I grinned. “I agree!” I shouted. That started one of our team yells, and when we finished everyone was smiling.
I met Todd, Brian, and Heather and we walked home.
“What do you guys have planned for the weekend?” Brian asked.
“Homework,” I said. “I was loaded down with a ton of stuff. I guess the teachers figured that since homecoming was over we’d have lots of time for our studies.”
“Me too,” Todd said. “The worst are Computer Tech, Spanish 3, and Biology. All three are all about memorizing words.”
“What words do you have to memorize for Computer Tech?” Heather asked.
“We’re learning PHP now, so it’s memorizing the language, the commands. Like defining variables for numbers and text, testing variable so you can take action, using functions to connect to a database, operators for doing things like arithmetic and working with strings.”
“That sounds totally foreign to me,” she said. “Is it easy?”
“Actually, it is. You should take Computer Tech. There are three girls in my class, and there should be more.”
“Hmm… you know, that’s a good idea. I think I’ll take it as an elective next year.”
“We oughta get credit for Computer Tech as a science class,” Brian said.

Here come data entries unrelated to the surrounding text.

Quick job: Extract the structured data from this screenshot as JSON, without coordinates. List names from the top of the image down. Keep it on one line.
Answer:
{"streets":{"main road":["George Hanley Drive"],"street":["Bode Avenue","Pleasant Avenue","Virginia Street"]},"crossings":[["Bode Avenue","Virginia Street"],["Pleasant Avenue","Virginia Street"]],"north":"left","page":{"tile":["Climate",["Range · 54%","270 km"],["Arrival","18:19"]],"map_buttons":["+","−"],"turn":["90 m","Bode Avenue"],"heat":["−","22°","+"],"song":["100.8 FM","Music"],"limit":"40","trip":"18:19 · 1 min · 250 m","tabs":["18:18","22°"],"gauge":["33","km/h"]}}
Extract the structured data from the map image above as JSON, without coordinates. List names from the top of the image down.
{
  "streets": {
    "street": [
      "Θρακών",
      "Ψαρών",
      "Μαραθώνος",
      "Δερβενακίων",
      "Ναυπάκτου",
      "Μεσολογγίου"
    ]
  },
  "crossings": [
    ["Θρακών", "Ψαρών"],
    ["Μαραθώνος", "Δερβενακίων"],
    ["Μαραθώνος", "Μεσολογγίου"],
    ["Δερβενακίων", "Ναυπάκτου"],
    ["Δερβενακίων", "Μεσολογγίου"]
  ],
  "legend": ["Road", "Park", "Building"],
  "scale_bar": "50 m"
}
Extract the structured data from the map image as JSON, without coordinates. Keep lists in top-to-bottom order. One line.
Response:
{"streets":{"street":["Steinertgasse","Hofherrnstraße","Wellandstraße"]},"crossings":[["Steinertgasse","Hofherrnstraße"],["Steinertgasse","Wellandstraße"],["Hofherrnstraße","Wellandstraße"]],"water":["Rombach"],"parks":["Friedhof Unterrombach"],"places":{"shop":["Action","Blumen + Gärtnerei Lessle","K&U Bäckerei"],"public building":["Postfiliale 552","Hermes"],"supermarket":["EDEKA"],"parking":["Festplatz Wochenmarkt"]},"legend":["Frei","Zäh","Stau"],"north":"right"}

“That makes sense,” Todd agreed.
I spent most of my Saturday doing homework, with a break for lunch. I got tired memorizing the new Spanish vocabulary words we’d been assigned. Problem was, it wasn’t just memorizing the words. It was memorizing how they fit in sentences, and the grammar. I found Spanish grammar convoluted and complicated and hard to understand and memorize. But I’d never get an A in Spanish 3 unless I could nail all of this so it would become second nature. Then I’d have a chance to ace the final. Otherwise… no A.
I gave up around three o’clock and lay in bed with my tablet to read for a while. Instead I fell asleep and didn’t wake up until Todd came in and woke me at four-thirty.
“Tony, your folks are here. Get up and come downstairs.”
I yawned, and that made Todd yawn, which made both of us laugh.
“Okay. Lemme wash my face and comb my hair and I’ll be right down.”
While I splashed cold water on my face, I wondered if my folks were here to see me, or just here to visit Aunt Nora and Uncle Dennis. I wiped my face, finger-combed my hair until it looked okay, and went downstairs.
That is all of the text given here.